Podemos citar, como exemplo dessa empreitada, uma crônica[1] de Monteiro Lobato publicada no Correio da Manhã do 23 de julho de 1920, intitulada “Em pleno sonho”, em que discorre sobre a produção literária feminina do início do século novecentista. O texto se inicia com um tom aparentemente otimista em relação à produção feminina que surgia, afirmando que as modernas escritoras não mais apresentavam em seus trabalhos o aspecto lamurioso ou suspirante de antes: “Outrora, no Brasil de anquinhas, ser poetisa era suspirar (...) Hoje tudo mudou. Se há suspiros é em casa de doceiras: clara d’ovo batida com açúcar e assada em pingões ao forno” (Lobato, 1920: 2). Entretanto, aquilo que poderíamos supor como uma novidade inspiradora para o autor de Sítio do pica-pau amarelo é considerada por ele como um decréscimo.

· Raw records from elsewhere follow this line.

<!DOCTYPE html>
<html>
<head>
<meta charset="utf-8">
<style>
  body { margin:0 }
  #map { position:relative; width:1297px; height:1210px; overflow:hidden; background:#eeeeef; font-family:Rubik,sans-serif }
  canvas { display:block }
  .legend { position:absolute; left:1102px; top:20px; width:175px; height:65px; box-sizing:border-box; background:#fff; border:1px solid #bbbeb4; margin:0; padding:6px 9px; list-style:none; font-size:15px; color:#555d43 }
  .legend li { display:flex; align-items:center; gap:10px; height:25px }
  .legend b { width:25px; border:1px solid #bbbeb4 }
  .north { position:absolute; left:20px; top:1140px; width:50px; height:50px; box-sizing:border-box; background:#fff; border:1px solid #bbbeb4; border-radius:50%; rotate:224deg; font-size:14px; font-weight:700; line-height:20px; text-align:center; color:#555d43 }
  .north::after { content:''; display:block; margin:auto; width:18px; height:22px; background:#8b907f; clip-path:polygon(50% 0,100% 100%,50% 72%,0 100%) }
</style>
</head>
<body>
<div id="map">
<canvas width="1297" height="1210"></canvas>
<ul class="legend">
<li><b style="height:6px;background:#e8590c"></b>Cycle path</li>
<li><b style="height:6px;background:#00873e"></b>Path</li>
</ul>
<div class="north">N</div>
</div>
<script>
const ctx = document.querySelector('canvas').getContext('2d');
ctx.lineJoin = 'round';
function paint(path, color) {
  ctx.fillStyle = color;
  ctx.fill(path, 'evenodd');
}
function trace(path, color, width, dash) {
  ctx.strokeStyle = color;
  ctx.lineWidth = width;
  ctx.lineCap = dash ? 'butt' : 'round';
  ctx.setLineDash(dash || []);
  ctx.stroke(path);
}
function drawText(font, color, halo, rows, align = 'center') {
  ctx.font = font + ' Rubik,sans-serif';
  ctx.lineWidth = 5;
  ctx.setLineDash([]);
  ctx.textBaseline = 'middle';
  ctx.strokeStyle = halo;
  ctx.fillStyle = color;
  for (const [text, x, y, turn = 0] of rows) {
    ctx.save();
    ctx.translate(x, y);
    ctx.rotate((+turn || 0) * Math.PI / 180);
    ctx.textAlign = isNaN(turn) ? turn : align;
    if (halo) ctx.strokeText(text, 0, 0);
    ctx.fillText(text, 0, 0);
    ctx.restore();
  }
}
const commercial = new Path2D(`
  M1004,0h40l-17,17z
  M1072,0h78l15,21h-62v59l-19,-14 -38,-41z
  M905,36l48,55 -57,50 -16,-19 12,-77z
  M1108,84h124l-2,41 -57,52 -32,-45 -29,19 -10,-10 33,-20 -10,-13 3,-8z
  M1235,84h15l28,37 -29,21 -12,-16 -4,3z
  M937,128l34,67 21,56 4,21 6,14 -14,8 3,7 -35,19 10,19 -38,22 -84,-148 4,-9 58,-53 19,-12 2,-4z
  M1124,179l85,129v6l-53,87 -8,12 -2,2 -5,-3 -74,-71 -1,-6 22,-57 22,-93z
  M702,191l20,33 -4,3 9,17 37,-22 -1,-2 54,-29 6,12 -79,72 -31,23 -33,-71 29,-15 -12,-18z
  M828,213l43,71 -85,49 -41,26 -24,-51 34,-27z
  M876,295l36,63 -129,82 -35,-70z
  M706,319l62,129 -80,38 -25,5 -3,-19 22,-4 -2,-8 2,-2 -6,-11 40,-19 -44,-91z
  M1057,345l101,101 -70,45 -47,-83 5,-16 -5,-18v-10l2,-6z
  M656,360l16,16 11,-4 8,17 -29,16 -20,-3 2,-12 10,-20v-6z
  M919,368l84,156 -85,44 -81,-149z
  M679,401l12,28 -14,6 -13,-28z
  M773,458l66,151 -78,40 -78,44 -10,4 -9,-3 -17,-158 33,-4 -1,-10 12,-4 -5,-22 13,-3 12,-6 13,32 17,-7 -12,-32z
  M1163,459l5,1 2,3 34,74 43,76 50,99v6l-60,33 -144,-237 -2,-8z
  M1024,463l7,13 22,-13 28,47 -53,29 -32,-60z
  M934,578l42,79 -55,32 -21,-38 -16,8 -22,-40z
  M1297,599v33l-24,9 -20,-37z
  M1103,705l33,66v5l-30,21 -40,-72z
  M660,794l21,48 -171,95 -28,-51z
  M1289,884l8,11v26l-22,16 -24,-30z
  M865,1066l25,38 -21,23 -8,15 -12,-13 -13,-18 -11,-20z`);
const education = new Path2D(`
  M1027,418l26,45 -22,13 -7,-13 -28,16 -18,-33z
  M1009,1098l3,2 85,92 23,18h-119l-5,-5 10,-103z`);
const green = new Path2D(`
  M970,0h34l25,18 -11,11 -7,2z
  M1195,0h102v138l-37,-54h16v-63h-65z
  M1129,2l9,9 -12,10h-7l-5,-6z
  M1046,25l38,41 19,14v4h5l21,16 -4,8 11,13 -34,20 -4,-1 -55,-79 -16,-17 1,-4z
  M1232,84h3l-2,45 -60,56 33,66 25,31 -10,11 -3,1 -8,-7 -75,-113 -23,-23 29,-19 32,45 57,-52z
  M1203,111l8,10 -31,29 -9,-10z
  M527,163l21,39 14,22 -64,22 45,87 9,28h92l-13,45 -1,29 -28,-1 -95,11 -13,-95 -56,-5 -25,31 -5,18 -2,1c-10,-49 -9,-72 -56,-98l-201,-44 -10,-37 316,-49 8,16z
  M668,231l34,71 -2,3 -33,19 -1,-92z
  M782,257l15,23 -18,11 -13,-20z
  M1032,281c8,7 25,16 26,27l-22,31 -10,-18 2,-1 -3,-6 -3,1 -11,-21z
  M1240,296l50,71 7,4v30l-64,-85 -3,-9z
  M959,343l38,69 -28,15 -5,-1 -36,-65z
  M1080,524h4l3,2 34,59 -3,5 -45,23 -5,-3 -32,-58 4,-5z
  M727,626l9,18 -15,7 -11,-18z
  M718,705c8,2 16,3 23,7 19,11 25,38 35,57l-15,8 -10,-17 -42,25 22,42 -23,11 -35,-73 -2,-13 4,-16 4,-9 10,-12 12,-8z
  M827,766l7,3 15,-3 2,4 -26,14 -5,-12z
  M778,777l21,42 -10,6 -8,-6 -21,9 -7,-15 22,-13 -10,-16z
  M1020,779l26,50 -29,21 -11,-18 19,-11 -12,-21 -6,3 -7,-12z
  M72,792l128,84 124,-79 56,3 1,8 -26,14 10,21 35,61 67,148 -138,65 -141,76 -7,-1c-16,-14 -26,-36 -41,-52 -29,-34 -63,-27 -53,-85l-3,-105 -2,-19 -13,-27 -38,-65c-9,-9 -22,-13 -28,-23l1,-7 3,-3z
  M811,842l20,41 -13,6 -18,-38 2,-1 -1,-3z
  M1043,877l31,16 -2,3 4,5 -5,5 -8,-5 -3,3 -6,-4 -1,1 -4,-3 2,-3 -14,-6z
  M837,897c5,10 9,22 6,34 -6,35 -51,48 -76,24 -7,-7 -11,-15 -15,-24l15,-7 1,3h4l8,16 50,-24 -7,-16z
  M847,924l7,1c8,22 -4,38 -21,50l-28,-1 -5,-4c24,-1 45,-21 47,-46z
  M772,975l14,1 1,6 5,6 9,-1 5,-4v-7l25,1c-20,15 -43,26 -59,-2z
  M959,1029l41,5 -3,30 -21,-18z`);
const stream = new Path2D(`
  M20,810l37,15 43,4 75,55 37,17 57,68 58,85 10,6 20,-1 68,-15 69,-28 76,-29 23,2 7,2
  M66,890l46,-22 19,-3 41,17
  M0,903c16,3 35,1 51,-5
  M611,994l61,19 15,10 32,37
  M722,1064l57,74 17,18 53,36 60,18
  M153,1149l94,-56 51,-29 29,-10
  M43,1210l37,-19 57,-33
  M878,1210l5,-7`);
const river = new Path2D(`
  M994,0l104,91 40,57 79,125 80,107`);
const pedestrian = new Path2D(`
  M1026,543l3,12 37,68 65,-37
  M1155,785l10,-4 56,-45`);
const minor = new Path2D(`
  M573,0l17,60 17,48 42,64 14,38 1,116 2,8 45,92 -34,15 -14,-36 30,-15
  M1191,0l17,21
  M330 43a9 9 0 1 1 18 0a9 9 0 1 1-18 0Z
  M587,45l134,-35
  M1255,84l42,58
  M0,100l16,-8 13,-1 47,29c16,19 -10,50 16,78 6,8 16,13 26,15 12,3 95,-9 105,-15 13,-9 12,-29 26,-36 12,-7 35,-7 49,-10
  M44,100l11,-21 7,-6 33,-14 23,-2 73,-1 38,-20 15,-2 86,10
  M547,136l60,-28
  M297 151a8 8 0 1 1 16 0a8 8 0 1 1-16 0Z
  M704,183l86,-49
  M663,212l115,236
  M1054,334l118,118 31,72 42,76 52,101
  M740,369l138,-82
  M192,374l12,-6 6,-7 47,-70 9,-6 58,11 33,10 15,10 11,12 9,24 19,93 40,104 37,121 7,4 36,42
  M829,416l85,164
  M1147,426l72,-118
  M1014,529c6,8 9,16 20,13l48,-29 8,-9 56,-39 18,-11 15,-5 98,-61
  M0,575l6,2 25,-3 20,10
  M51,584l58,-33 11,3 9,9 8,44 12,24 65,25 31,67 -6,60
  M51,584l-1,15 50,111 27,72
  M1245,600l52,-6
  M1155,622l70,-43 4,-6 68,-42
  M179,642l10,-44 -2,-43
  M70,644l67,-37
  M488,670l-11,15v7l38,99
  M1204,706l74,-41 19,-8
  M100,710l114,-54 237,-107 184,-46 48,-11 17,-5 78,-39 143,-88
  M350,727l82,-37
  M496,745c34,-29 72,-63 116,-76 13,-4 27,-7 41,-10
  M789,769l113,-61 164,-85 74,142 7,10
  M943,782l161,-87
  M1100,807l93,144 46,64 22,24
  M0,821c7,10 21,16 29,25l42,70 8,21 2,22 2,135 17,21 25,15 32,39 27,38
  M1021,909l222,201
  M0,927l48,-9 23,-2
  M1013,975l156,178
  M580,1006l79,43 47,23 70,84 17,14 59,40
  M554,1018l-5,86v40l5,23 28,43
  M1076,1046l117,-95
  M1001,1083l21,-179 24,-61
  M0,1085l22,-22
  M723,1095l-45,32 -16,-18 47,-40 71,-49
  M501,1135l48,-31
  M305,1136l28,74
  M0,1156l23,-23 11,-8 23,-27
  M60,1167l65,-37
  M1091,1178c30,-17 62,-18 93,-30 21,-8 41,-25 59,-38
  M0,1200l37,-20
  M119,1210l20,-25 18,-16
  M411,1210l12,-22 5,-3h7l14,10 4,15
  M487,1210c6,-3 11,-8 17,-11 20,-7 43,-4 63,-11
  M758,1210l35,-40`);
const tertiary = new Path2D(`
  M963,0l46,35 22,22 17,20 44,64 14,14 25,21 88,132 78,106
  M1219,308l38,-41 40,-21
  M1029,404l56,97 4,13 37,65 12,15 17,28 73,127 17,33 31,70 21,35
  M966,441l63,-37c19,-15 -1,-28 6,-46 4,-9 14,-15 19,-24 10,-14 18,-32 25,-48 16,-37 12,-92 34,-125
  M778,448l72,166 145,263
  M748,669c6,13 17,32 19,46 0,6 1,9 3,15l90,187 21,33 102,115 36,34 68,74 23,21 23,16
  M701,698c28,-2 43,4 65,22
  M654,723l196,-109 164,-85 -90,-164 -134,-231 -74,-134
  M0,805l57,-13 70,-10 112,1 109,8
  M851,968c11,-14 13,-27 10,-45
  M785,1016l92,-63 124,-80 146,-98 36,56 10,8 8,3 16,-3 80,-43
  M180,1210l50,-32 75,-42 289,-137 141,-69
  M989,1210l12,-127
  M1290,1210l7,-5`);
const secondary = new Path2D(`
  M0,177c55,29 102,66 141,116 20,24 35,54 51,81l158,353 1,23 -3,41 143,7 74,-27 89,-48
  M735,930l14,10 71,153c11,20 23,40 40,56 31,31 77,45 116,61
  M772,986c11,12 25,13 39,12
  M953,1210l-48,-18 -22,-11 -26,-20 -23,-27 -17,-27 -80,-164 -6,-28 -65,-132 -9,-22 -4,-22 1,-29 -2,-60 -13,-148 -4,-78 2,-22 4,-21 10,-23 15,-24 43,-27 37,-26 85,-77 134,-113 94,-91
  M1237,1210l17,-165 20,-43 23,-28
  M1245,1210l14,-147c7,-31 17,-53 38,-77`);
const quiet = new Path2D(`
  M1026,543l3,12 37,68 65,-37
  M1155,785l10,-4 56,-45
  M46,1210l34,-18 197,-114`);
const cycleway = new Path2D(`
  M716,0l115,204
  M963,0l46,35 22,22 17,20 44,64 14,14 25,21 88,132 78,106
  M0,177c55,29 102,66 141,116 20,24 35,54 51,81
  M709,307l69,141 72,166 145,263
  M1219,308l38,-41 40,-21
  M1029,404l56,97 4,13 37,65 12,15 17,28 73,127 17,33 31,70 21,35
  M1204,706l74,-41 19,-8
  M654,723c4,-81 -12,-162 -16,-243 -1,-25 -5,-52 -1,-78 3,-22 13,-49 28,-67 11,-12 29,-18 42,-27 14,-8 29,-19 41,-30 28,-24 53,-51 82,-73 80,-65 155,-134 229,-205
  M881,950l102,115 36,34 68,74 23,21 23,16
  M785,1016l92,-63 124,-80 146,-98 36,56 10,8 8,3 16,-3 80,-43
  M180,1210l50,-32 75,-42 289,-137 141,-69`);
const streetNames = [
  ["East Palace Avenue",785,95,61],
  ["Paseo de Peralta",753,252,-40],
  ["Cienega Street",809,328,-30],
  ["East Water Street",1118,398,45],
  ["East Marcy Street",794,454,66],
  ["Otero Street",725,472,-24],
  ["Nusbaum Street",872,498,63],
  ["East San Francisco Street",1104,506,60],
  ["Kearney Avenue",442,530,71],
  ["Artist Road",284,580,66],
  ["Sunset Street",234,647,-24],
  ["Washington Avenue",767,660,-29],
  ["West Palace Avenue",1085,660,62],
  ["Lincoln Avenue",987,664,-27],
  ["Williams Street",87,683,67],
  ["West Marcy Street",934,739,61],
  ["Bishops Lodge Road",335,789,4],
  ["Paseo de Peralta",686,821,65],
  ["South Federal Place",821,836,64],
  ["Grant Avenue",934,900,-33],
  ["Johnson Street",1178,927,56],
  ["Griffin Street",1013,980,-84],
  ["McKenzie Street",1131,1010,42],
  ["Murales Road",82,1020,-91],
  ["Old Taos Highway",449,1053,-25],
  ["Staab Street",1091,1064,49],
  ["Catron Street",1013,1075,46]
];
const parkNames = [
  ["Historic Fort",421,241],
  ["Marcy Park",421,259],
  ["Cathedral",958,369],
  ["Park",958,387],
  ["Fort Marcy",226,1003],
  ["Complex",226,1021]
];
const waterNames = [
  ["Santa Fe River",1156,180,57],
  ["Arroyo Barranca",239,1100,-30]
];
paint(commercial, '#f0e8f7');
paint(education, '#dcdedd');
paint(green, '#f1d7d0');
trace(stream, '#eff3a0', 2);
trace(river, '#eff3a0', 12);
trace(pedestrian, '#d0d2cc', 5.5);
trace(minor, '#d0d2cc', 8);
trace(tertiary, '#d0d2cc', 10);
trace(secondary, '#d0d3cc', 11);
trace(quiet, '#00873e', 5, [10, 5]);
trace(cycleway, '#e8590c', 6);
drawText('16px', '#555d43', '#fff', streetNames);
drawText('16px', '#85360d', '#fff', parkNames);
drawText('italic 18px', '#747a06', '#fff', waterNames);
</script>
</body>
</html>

Suspiro poético, arrancado do imo d’alma, à força de contrações do diafragma e sibilo de nariz, isso morreu, saiu da moda, acabou. E é pena. Se não tinha graça num marmanjão de cabeleira que morria hético aos 20 anos, tinha-a de mais nas representantes do sexo hoje ex-frágil, cujos corações não eram consultados nem para o negócio supremo das suas vidinhas: casar (Lobato, 1920: 2).

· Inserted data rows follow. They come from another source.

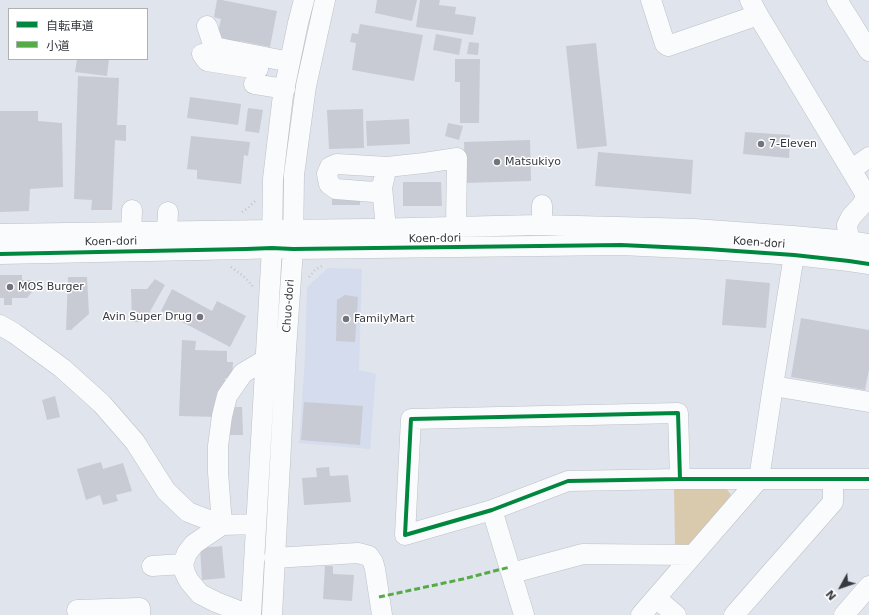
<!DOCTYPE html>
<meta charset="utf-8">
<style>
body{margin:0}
#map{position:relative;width:869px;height:615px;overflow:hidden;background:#e0e4ed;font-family:"DejaVu Sans","Noto Sans JP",sans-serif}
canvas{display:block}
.legend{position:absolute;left:8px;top:8px;width:140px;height:52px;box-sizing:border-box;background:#fff;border:1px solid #afb0b2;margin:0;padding:5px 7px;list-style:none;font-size:12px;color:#36393f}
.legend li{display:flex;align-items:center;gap:8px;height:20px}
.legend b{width:20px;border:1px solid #afb0b2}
.north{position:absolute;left:821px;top:567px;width:40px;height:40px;-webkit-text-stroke:3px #fff;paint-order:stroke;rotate:230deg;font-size:11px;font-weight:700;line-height:16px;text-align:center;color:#36393f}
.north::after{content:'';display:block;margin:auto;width:14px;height:18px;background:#36393f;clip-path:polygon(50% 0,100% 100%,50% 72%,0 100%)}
</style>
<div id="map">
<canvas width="869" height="615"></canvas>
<ul class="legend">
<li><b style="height:5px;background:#00873e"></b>自転車道</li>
<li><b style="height:5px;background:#55ac46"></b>小道</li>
</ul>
<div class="north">N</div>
</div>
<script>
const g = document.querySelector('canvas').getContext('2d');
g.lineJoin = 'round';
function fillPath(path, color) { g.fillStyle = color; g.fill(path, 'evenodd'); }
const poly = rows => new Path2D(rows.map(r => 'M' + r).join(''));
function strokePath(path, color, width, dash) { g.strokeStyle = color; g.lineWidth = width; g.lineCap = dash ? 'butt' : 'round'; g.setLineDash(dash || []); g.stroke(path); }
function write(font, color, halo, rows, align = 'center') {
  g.font = font + ' "DejaVu Sans",sans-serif'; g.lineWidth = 3; g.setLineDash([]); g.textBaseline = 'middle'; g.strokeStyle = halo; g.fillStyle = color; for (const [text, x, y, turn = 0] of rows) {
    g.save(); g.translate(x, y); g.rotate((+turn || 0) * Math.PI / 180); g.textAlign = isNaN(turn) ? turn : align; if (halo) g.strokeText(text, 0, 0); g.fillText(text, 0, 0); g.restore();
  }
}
const built = poly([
 [328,268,362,269,359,370,376,374,370,449,299,443,305,358,307,287]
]);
const green = poly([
 [674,488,726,488,731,495,690,547,675,547]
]);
const building = poly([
 [217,0,222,0,277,11,270,47,240,41,238,46,226,43,227,39,217,37,221,19,214,17],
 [377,0,417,0,412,21,375,13],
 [420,0,440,0,439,5,456,7,455,14,476,17,473,35,416,27],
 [360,24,423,35,414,81,352,70,356,43,350,42,352,33,358,34],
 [436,34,462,39,459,55,433,50],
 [469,42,479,43,478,55,467,54],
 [596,43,607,146,577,149,566,46],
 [77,59,109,59,107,76,75,72],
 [455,59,480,59,479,123,460,123,460,82,455,82],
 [78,76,119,78,117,125,126,125,126,141,115,140,112,210,91,210,92,200,74,199],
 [190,97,241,104,238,125,187,118],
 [248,108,263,110,259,133,245,131],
 [363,109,364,148,329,149,327,110],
 [0,111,38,111,38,121,62,123,63,187,30,189,29,211,0,212],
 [409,119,410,144,367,146,366,121],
 [448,123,463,126,459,140,445,136],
 [745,132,790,135,789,158,743,154],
 [191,136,250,142,248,156,244,155,241,184,197,179,197,170,187,169],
 [530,140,531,181,465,183,464,142],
 [598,152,693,160,691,194,595,186],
 [403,182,441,182,442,206,403,206],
 [332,196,360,196,360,205,332,205],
 [0,275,22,275,22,280,32,280,32,292,27,298,12,298,12,305,4,305,4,298,0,298],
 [68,277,87,277,89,314,71,330,66,330],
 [155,279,165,285,144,322,132,322,131,289,147,289],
 [726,279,770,283,766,328,722,325],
 [172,289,212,311,217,301,246,316,230,347,161,311],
 [345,295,358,297,355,342,336,341,337,300],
 [801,318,869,330,869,370,865,390,791,377],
 [182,340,196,341,195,350,227,351,227,362,233,362,232,379,225,378,225,390,218,390,217,417,179,416],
 [55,396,60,417,47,420,42,400],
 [304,402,363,406,360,445,301,440],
 [227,407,242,407,243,435,227,435],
 [101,462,103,469,123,463,132,491,116,495,118,501,103,505,100,495,86,500,77,469],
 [329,467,330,476,348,475,351,502,304,505,302,478,317,477,316,468],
 [222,546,225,578,202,580,200,548],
 [325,566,333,566,333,574,354,575,352,601,323,599]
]);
const path = poly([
 [242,212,247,209,255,201],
 [231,267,242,275,252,285,252,287],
 [309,277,315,270,322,266]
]);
const minor = poly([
 [651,0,665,44,668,46,758,15],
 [750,0,758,15,865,193,865,200,861,206,851,217,847,225,849,241,849,255],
 [837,0,869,51],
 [207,26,214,47,290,62],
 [202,54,207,61,258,69],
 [254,84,285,89],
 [387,167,424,163,457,158,456,227],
 [851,170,869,157],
 [382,187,374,192,336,189,329,184,327,174,330,167,337,164,387,167,382,187,386,229],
 [542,205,542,225],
 [167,232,168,212],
 [131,233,132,210],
 [0,234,272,230,369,229,538,225,694,229,793,236,849,241,869,244],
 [0,254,246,249,272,248,293,249,621,245,707,249,794,255,849,261,869,264],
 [0,325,14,333,62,368,102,404,135,442,166,491,188,512,222,525,256,524],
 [773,386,869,402],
 [680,479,678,413,411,419,405,535,492,510,568,481,680,479,869,479],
 [492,510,524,615],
 [274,558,358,553,369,556,373,562,375,569,382,615],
 [152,566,183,564],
 [512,573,583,554,692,555],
 [656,598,676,615],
 [77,610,140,608,140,615],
 [249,615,216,602,200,594,189,581,185,573,183,564,187,553,194,544,222,525,218,472,218,446,222,416,227,396,243,373,265,360],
 [251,615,272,248,273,179,283,95,298,23,304,0],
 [272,615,286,350,293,249,294,175,306,86,325,0],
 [641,615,759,479,773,386,794,255,794,242],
 [734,615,833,502,833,479],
 [844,615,869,586]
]);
const quiet = poly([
 [379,597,463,579,510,567]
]);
const cycleway = poly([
 [0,254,246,249,272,248,293,249,621,245,707,249,794,255,849,261,869,264],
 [680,479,678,413,411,419,405,535,492,510,568,481,680,479,869,479]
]);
const markers = [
 [761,144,4,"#72757c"],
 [497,162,4,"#72757c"],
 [10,287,4,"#72757c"],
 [200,317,4,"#72757c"],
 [346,319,4,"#72757c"]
];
const poiNames = [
 ["7-Eleven",769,144],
 ["Matsukiyo",505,162],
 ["MOS Burger",18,287],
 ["Avin Super Drug",192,317,"right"],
 ["FamilyMart",354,319]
];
const streetNames = [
 ["Koen-dori",435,239,-1],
 ["Koen-dori",111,242,-1],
 ["Koen-dori",759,243,4],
 ["Chuo-dori",289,306,-86]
];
fillPath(built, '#d4dcee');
fillPath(green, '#d9caae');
fillPath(building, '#c8cbd3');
strokePath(minor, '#bdc0c7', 21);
strokePath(path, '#c4c5c7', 2.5, [1, 3]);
strokePath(minor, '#fafbfc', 20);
strokePath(quiet, '#55ac46', 3, [6, 3]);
strokePath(cycleway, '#00873e', 4);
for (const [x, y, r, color] of markers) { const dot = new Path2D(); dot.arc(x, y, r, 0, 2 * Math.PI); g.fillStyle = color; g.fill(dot); strokePath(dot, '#fff', 1.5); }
write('11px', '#36393f', '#fff', poiNames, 'left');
write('11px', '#36393f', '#fff', streetNames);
</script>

O modo sarcástico com que o crítico defende a sua visão, tecendo a argumentação de que, ao equipararem-se ao escritor homem, as autoras perderam certa “aura” que as distinguia como “seres fatais” é emblemática da crítica condescendente que apresenta a estratégia de enaltecer uma figura idealizada de escritora, justamente para alijá-la de qualquer seriedade ou efetiva participação social: “(...) assim também a poetisa desfatalizou-se e não há mais discerni-las à janela pelo negror das olheiras, nem à noite pelo modo canino de ferrar o olho na lua” (Lobato, 1920: 02). Com isso, Lobato apresenta, paradoxalmente, como defeito das obras das autoras justamente o fato de serem mulheres, o que as levaria a extrapolar a emoção poética em uma contraditória “sensibilidade feminina”, tornando-as inaptas ao ofício da escrita. É evidente que essa forma de crítica condescendente tem por base as desigualdades sociais de gênero, o que transparece na análise do crítico José Oiticica (que assinava os seus textos sob o pseudônimo de G.B.) em crônica sobre o primeiro livro de Gilka Machado, publicada no periódico Correio da Manhã em fevereiro de 1916. Na crítica de Oiticica, apesar de ressaltar as qualidades artísticas, segundo ele louváveis de Cristais partidos, afirma que o livro não é uma leitura recomendada para “moças” e se configura, em sua opinião, como um sintoma maléfico da falta de educação religiosa das meninas. Com isso, relata, como consequência da ausência de um ensino cristão, o suicídio de adolescentes que alarmava pelo número de casos, preocupando as mães da época.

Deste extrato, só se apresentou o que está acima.